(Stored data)
=-=-=-=-=
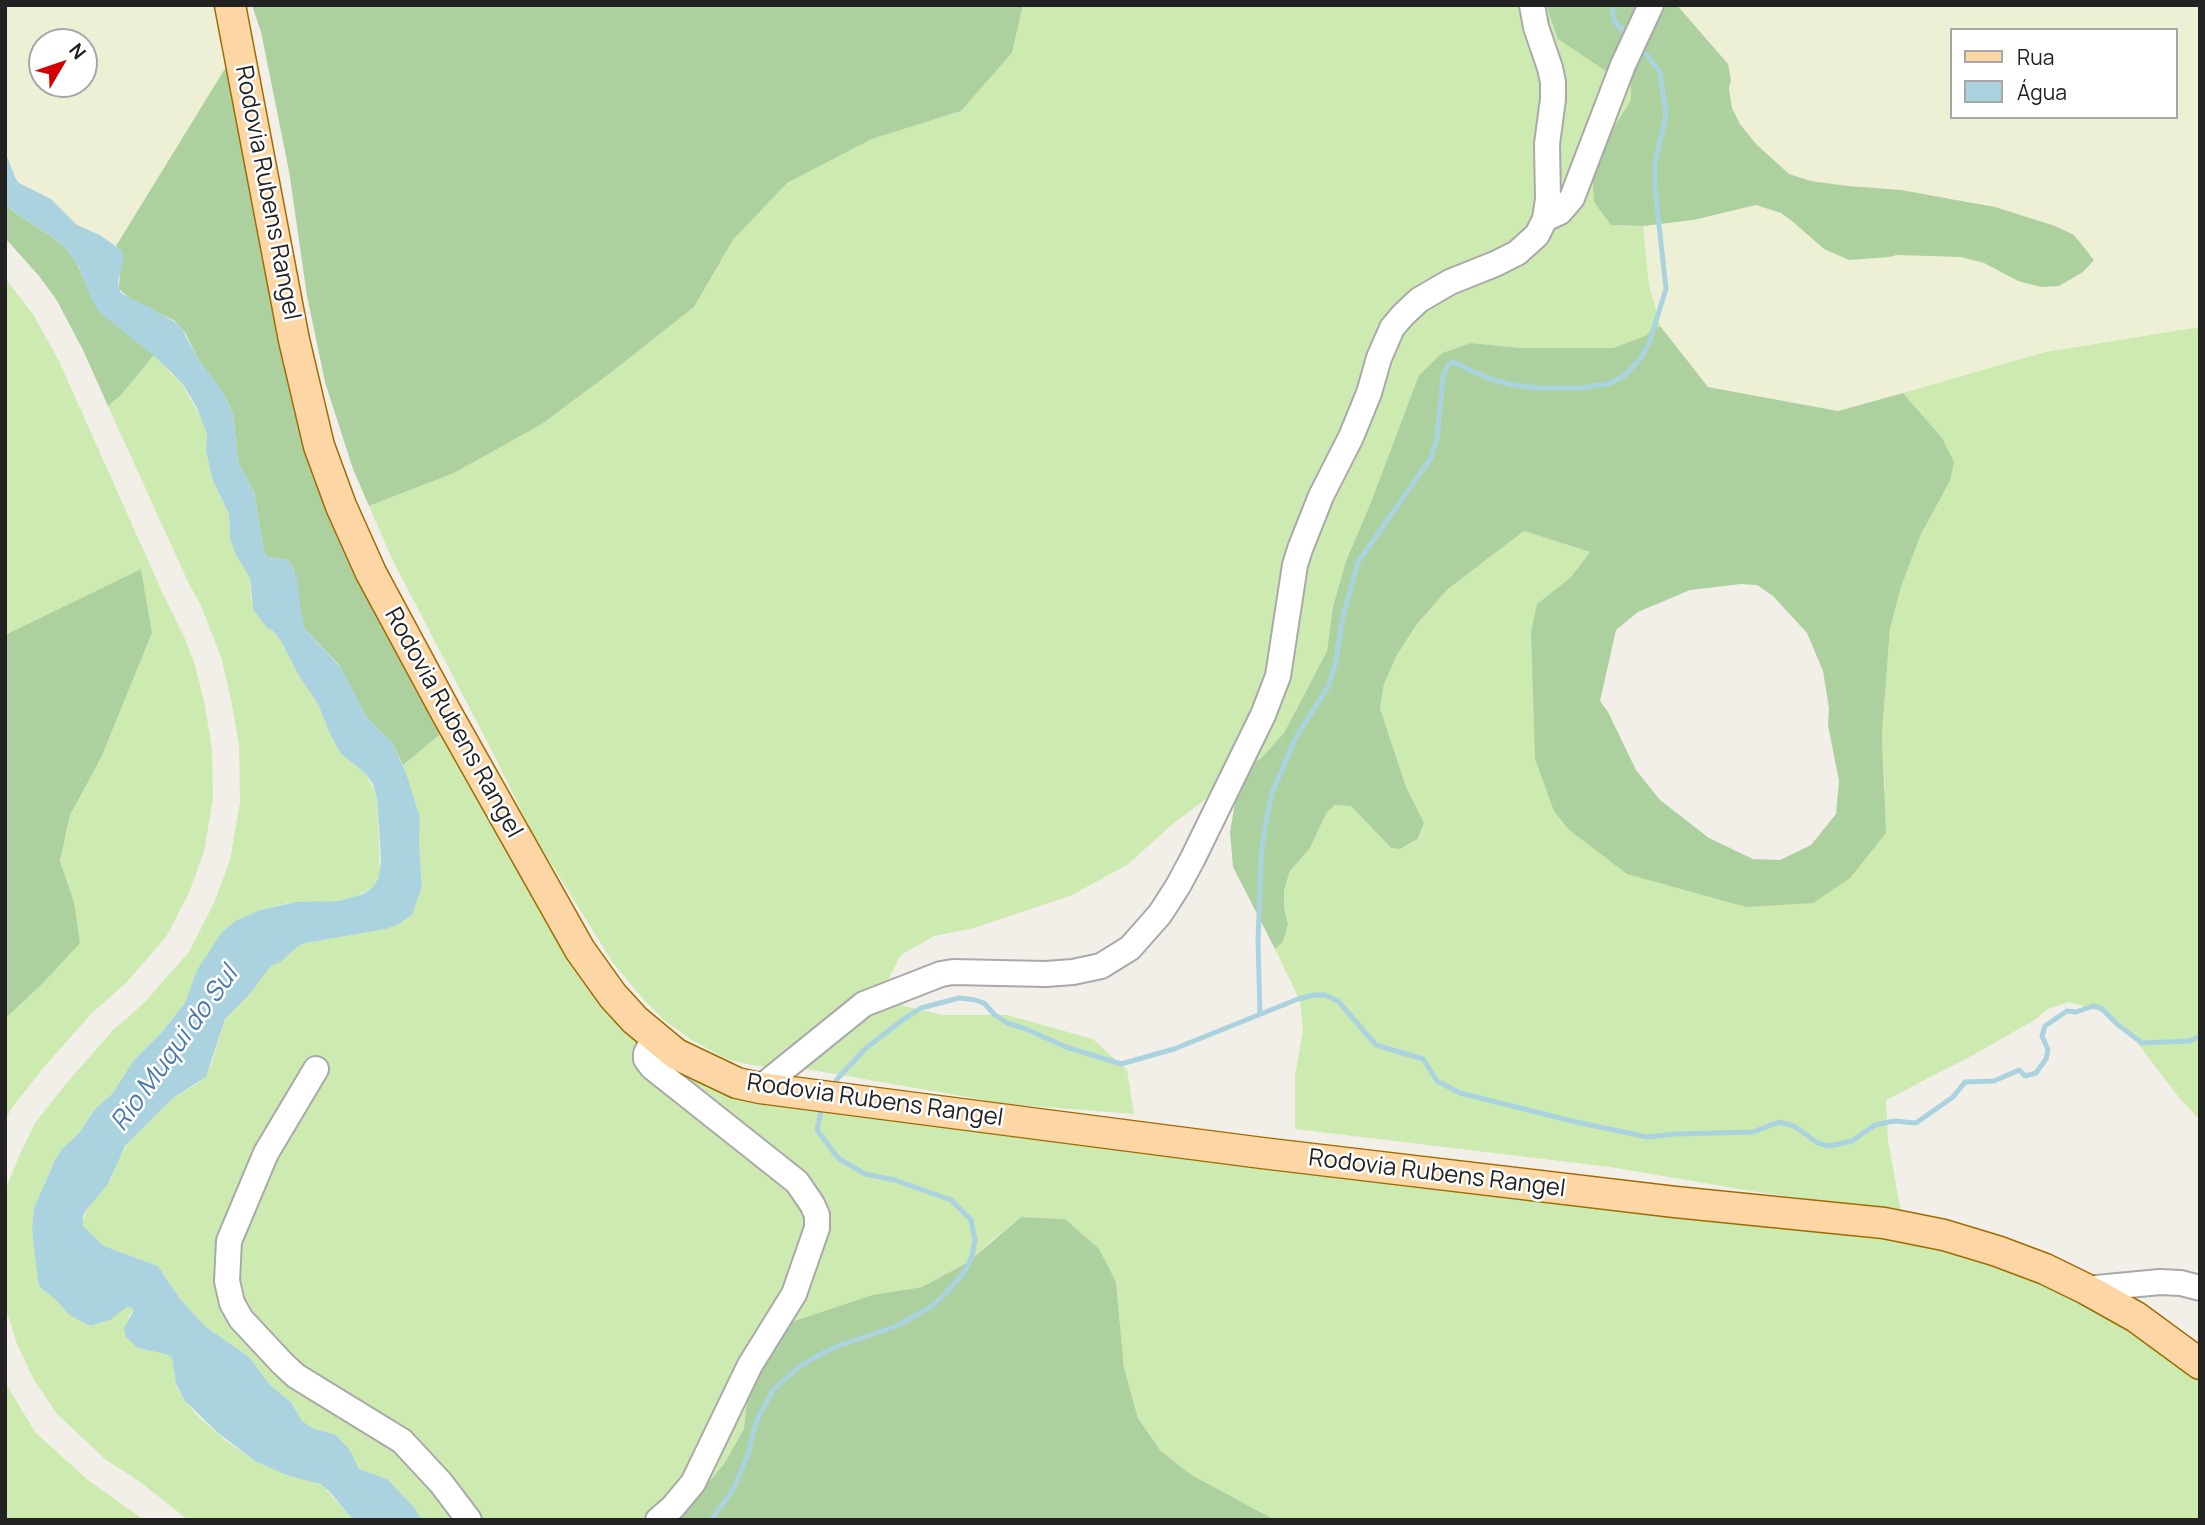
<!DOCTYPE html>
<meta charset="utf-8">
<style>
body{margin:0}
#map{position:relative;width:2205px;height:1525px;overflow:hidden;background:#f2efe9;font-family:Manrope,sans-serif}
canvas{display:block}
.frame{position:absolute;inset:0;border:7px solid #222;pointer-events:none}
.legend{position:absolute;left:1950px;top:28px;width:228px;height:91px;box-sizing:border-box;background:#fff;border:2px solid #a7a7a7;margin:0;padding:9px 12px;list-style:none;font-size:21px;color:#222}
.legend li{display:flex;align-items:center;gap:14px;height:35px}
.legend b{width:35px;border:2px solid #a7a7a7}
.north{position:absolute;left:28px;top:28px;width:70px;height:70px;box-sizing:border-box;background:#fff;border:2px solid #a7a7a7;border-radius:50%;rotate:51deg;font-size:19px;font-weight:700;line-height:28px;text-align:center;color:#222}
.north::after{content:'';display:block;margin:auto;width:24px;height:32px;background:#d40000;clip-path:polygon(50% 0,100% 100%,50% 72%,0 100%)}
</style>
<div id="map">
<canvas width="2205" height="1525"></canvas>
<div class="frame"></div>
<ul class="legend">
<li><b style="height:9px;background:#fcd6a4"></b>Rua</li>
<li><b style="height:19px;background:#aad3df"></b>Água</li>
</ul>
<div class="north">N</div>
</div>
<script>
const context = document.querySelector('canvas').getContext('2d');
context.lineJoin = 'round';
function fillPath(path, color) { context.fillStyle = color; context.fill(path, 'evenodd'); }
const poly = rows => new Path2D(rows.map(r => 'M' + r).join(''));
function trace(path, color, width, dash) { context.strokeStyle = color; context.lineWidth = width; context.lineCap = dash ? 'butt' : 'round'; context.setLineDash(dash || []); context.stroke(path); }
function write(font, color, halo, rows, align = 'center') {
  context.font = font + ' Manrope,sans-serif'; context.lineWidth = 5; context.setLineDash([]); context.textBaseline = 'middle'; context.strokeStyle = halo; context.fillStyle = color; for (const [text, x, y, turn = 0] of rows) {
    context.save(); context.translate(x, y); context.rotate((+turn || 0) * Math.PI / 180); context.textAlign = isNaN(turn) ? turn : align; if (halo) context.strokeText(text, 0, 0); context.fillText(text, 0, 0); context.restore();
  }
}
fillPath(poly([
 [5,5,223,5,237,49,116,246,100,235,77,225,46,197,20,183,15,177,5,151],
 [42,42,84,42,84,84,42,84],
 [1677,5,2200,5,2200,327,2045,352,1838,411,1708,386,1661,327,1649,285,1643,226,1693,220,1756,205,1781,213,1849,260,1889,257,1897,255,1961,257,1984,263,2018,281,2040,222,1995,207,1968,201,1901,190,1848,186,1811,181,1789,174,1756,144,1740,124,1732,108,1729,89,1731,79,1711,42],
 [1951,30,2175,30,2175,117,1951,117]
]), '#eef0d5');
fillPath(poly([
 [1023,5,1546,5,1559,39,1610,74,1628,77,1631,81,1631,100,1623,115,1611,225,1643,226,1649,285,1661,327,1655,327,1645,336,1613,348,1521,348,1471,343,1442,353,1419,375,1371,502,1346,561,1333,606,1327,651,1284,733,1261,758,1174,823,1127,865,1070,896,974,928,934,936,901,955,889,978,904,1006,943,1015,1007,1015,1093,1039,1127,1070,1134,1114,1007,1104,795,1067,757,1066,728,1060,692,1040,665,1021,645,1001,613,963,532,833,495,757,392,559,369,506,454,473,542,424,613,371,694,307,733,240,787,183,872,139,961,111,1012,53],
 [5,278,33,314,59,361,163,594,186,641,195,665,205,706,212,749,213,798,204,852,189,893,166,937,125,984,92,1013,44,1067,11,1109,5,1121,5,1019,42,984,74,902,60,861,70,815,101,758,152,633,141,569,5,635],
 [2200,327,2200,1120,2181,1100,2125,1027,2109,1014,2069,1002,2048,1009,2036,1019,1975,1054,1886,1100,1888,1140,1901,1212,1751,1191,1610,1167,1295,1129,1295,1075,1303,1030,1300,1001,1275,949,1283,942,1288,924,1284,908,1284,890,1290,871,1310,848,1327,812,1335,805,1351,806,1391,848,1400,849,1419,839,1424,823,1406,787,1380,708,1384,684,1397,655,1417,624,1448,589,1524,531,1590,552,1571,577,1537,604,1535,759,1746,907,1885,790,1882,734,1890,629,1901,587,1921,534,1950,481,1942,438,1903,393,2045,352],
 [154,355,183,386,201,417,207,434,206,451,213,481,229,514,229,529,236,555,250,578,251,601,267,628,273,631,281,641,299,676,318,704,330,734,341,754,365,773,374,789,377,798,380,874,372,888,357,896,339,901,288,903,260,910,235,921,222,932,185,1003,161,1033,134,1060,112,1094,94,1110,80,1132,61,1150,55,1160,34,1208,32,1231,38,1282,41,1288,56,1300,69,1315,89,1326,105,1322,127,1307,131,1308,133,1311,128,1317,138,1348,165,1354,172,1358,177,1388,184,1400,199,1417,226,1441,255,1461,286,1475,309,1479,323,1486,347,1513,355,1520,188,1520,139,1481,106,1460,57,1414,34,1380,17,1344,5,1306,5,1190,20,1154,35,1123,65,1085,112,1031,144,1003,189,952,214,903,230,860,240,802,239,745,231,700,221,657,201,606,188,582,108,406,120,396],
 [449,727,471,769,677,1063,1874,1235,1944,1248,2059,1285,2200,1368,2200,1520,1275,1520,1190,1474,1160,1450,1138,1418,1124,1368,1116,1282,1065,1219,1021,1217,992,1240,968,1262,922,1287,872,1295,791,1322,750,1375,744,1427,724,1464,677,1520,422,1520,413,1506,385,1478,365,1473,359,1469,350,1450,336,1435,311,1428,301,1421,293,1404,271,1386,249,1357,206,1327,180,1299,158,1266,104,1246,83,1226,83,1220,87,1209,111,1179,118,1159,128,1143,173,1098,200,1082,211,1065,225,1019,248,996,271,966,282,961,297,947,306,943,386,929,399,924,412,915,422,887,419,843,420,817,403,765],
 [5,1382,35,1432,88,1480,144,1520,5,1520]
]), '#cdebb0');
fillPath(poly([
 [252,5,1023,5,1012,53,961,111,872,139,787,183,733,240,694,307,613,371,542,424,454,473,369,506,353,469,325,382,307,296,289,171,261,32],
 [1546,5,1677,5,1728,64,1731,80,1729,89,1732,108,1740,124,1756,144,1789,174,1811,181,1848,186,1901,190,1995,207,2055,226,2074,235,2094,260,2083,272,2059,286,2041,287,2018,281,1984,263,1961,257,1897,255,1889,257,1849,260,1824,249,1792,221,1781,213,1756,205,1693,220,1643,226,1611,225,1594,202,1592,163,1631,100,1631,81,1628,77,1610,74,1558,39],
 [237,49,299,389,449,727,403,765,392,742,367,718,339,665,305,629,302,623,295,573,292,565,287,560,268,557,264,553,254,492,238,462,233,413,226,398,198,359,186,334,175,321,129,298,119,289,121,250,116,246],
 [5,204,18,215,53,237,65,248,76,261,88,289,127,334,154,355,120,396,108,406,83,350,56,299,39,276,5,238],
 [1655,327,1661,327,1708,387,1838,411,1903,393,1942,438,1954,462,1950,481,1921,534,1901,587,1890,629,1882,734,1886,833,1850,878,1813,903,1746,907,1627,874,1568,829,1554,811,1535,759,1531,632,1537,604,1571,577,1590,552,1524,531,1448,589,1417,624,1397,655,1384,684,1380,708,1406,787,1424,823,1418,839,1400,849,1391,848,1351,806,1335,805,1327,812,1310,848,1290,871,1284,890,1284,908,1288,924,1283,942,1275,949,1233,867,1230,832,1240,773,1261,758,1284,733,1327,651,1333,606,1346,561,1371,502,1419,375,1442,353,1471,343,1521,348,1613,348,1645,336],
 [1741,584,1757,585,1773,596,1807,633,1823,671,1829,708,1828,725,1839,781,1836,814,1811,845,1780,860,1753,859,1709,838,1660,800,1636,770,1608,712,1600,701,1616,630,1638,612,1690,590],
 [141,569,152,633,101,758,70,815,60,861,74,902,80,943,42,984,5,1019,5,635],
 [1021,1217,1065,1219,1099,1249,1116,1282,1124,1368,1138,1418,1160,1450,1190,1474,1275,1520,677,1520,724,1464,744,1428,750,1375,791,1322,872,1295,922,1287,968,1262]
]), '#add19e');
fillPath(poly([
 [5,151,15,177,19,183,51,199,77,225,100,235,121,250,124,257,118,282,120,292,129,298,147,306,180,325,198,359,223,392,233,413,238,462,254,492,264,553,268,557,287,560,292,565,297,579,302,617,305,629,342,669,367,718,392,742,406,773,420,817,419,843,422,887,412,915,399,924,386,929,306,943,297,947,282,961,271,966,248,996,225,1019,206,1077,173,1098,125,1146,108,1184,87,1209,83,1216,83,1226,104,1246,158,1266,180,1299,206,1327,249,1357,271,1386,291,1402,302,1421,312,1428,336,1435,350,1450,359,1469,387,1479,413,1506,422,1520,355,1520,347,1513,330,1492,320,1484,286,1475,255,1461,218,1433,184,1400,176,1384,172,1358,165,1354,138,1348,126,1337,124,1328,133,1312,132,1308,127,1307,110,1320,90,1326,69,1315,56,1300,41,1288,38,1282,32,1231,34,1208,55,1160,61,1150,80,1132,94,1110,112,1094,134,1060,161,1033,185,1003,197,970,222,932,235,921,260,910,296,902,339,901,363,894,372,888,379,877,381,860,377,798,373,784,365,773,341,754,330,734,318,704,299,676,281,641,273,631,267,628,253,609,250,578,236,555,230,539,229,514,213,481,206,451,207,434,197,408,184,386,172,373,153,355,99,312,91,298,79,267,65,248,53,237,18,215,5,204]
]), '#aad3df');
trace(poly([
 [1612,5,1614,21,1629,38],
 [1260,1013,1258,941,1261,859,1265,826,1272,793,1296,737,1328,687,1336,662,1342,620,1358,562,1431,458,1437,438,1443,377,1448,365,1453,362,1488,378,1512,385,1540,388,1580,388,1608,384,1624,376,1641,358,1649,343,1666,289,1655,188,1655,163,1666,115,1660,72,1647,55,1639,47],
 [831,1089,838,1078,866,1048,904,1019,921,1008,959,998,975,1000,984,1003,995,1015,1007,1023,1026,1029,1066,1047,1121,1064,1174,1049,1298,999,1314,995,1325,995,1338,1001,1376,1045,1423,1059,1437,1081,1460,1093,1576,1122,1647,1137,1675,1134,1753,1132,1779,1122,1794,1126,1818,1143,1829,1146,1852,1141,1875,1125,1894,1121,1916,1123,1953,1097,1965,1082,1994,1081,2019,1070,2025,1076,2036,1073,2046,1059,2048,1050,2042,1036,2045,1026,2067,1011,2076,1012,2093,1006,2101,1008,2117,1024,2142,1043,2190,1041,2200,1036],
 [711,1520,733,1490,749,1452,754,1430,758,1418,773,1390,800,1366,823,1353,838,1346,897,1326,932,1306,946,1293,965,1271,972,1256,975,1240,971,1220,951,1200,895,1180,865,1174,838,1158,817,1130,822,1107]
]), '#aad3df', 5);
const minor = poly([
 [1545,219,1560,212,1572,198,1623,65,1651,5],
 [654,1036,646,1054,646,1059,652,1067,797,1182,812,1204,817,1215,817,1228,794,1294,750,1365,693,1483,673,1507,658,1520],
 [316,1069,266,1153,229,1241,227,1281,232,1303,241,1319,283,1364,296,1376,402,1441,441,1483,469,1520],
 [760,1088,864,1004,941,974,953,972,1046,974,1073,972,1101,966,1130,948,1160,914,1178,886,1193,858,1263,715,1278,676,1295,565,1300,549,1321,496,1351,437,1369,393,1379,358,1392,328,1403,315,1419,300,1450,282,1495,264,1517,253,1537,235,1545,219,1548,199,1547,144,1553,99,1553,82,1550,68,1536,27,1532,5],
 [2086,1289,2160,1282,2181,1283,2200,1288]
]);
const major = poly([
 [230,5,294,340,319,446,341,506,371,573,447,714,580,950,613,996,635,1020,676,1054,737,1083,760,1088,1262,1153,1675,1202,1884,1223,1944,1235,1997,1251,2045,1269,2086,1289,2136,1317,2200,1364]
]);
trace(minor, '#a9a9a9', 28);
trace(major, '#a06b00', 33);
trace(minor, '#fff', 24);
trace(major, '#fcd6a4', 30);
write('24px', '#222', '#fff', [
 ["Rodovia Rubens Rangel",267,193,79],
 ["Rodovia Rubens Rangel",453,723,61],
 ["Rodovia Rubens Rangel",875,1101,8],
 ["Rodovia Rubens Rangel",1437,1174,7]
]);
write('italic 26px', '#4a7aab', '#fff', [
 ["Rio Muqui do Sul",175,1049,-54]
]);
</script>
=-=-=-=-=
:: What you should do ::
Where a line of the entries contains "canvas", report that line.

:: Answer area ::
canvas{display:block}
<canvas width="2205" height="1525"></canvas>
const context = document.querySelector('canvas').getContext('2d');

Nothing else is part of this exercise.